Debut albums don’t come much more hotly anticipated than Starcrawler’s first record. The throwback rock ‘n’ rollers, inspired by theatrical rockers such as Ozzy Osbourne and Alice Cooper as much as they’re inspired by garage punkers The Cramps and Yeah Yeah Yeahs, are here to make rock ‘n’ roll exciting again. It’s beginning to show, too, with the likes of Elton John, Dave Grohl and Gerard Way all waxing lyrical about the LA band, and their debut album is testament to the hype. In many ways, it showcases the flamboyance of Elton John, the moody bombshells akin to My Chemical Romance and the hardened rock aesthetic of a certain Mr Grohl.
Produced by Ryan Adams, who described the band as “So fucking insanely good. Soon they will rule this galaxy”, it’s a ten-track album that is commendable in its economy. It’s a short record – clocking in at under half an hour – but it executes everything a debut album should. It’s operatic, ostentatiously offering an account of what the Starcrawler project is all about, and it balances its influences with fresh and contemporary idiosyncrasies. Crucially, too, it’s a record that reflects their live shows, an important aspect that won them so many plaudits in the first place.
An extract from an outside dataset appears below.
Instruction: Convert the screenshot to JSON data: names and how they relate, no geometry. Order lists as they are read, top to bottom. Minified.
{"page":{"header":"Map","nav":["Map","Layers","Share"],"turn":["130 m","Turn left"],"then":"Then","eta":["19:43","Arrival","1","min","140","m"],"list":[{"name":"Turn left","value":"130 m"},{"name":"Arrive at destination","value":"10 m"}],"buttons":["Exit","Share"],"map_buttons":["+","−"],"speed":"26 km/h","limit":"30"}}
The record is built on short, two-minute bursts of energy. In many ways, this is a punk record with all the gloss and shimmer of a 21st Century art project. Opening with the 82-second long ‘Train’, it’s a firecracker of a start for any record but, excitingly, it only gets more balls to the wall from there. Throughout the record, there’s almost musical genre namechecks. For example, ‘I Love LA’ has a chorus very similar to Nirvana’s ‘In Bloom’, whereas elsewhere they slip into a punkier, maybe even heavy metal sound on the likes of ‘Different Angles’ and ‘Full of Pride’.
It’s a weird and wonderful world that Starcrawler create. Their imagination holds for one of the most coercive listens you could have. For a band of such a young age, Starcrawler is a seductive listen. From ‘Pussy Tower’ to ‘Chicken Woman’, they create repugnant environments and situations with the glamour and gloss of a T-Rex record. Most of this comes through front lady Arrow de Wilde, who is a dominating presence throughout. From her blood-spitting, Iggy Pop-esque strutting live show to her crackerjack, imposing vocals on the record, she has all the attributes to be the latest queen of rock ‘n’ roll and a real cult figure of the music industry.
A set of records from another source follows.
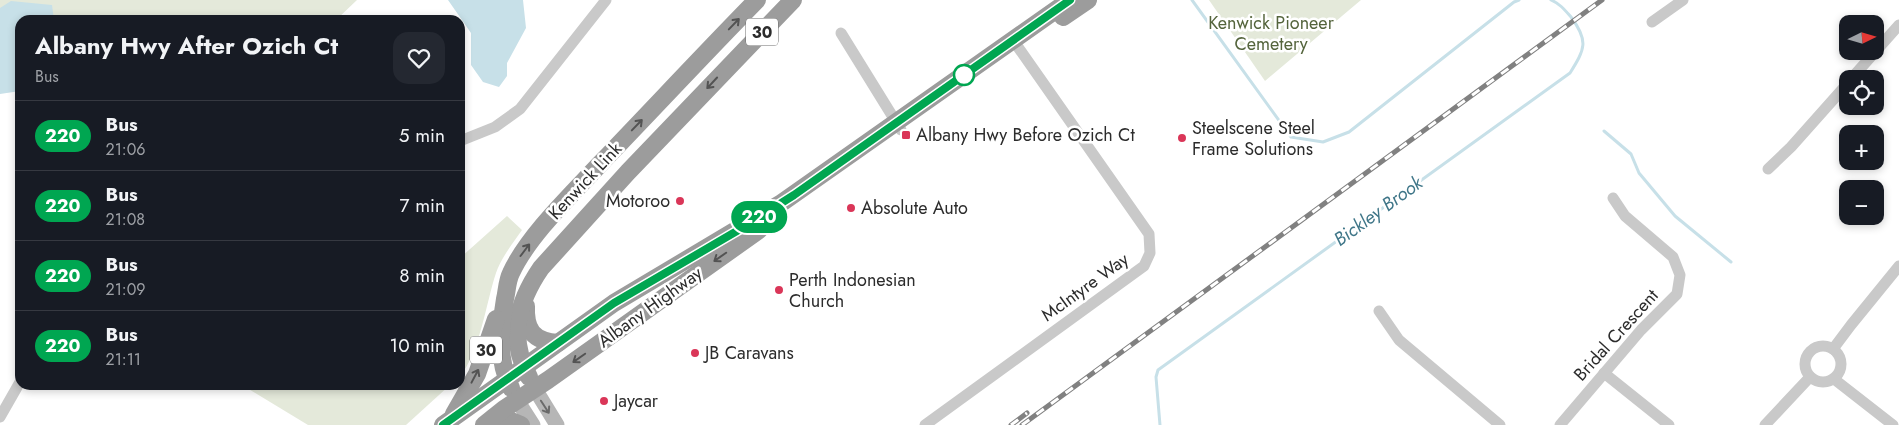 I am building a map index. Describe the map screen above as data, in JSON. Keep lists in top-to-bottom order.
{
  "streets": {
    "highway": ["30", "Kenwick Link", "Albany Highway"],
    "street": ["McIntyre Way", "Bridal Crescent"]
  },
  "crossings": [
    ["30", "Kenwick Link"],
    ["30", "Albany Highway"],
    ["Kenwick Link", "Albany Highway"],
    ["McIntyre Way", "Albany Highway"]
  ],
  "water": ["Bickley Brook"],
  "parks": ["Kenwick Pioneer Cemetery"],
  "places": {
    "transit": ["Albany Hwy Before Ozich Ct"],
    "other": [
      "Steelscene Steel Frame Solutions",
      "Motoroo",
      "Absolute Auto",
      "Perth Indonesian Church",
      "JB Caravans",
      "Jaycar"
    ]
  },
  "lines": ["bus line 220"],
  "north": "right",
  "page": {
    "on_map": "220",
    "map_buttons": ["+", "−"],
    "heading": ["Albany Hwy After Ozich Ct", "Bus"],
    "list": [
      {
        "mark": "220",
        "name": "Bus",
        "note": "21:06",
        "value": "5 min"
      },
      {
        "mark": "220",
        "name": "Bus",
        "note": "21:08",
        "value": "7 min"
      },
      {
        "mark": "220",
        "name": "Bus",
        "note": "21:09",
        "value": "8 min"
      },
      {
        "mark": "220",
        "name": "Bus",
        "note": "21:11",
        "value": "10 min"
      }
    ]
  }
}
They’re not afraid to take things down a notch, either. ‘Tears’, a sultry, sizzling slowdance of a song, moves the band into a new territory. Reminiscent of the likes of The Cranberries and Martha and the Muffins, de Wilde’s sensuous repeating of: “I need you now” is enough to make anyone’s heart skip a beat. Seductive, sensual and serene, it’s a different dimension to the band that we haven’t heard before.
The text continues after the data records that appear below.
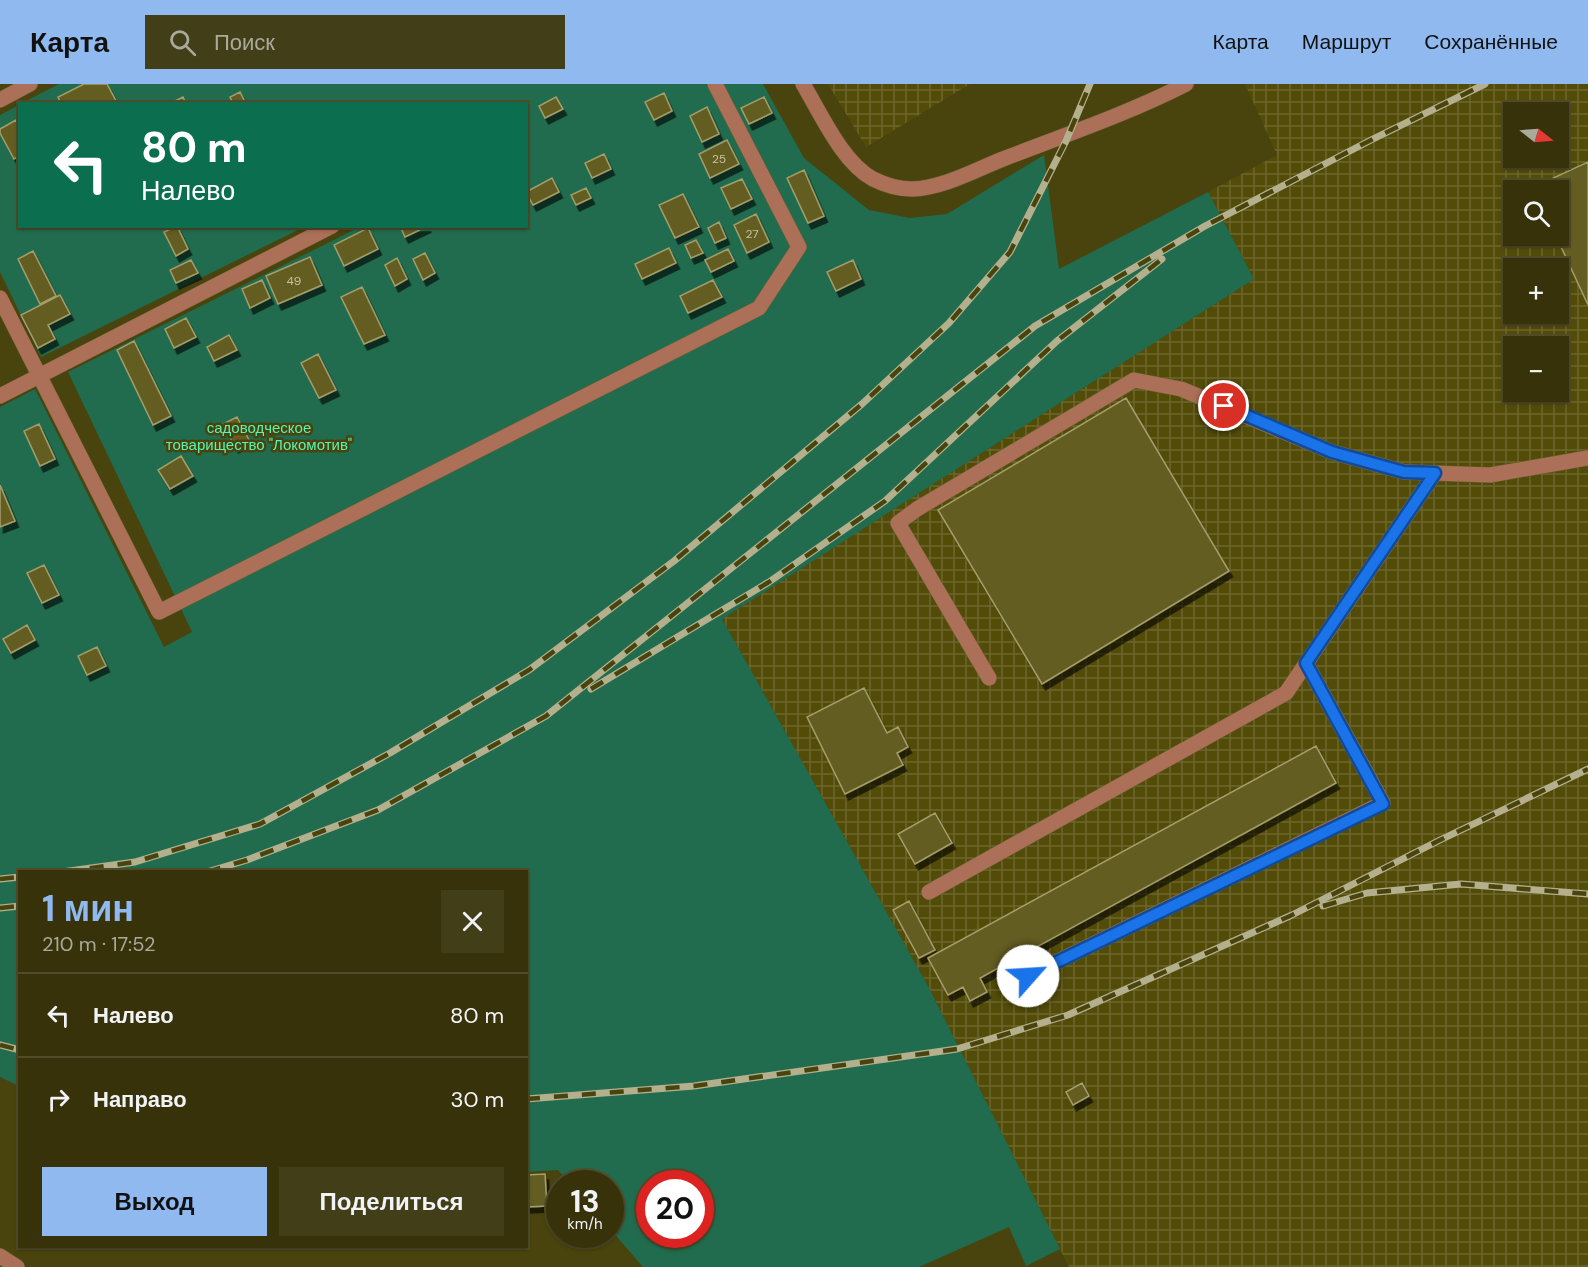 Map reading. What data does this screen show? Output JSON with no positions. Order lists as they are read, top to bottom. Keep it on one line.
{"parks":["садоводческое товарищество \"Локомотив\""],"house_numbers":["25","27","49"],"north":"right","page":{"header":"Карта","search":"Поиск","nav":["Карта","Маршрут","Сохранённые"],"map_buttons":["+","−"],"turn":["80 m","Налево"],"heading":["1 мин","210 m · 17:52"],"list":[{"name":"Налево","value":"80 m"},{"name":"Направо","value":"30 m"}],"buttons":["Выход","Поделиться"],"speed":"13 km/h","limit":"20"}} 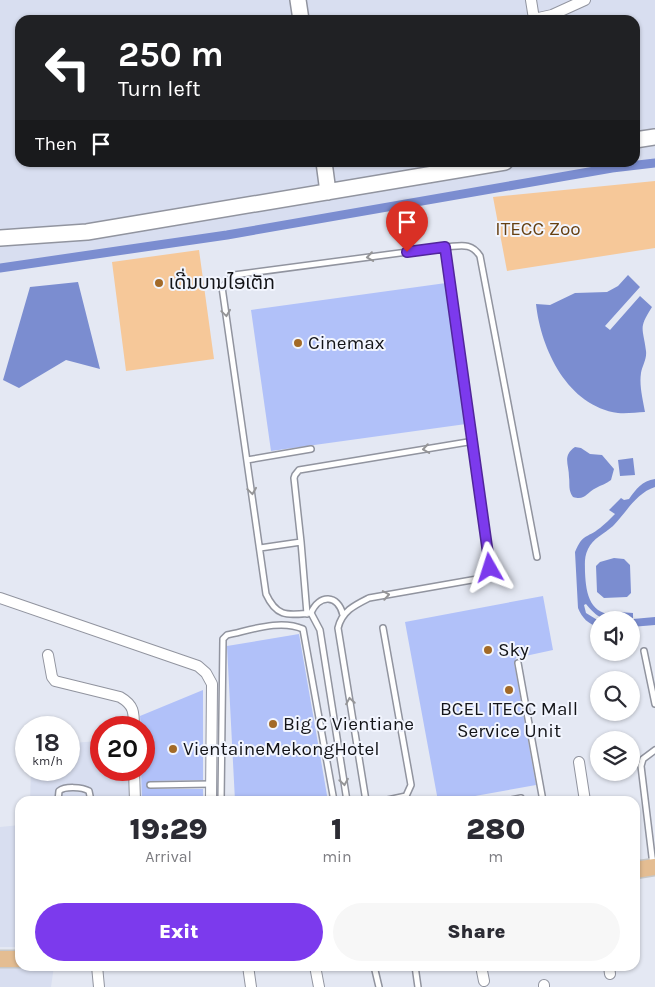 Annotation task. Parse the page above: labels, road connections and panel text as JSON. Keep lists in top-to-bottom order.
{
  "parks": ["ITECC Zoo"],
  "places": [
    "ເດີ່ນບານໄອເຕັກ",
    "Cinemax",
    "Sky",
    "BCEL ITECC Mall Service Unit",
    "Big C Vientiane",
    "VientaineMekongHotel"
  ],
  "page": {
    "turn": ["250 m", "Turn left"],
    "then": "Then",
    "speed": "18 km/h",
    "limit": "20",
    "eta": [
      "19:29",
      "Arrival",
      "1",
      "min",
      "280",
      "m"
    ],
    "buttons": ["Exit", "Share"]
  }
}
From beginning to end, Starcrawler create a raucous wall of sound so completely compelling, diverse and provocative it could only come from them. Impressively, their brand of meteoric, abrasive rock ‘n’ roll arouse feelings of other bands from varying genres, yet they’re completely believable as a band in their own right. This is about as high-octane as rock ‘n’ roll gets – and Starcrawler will only get better. Remarkable, exciting and so utterly cool, that’s the Starcrawler ethos.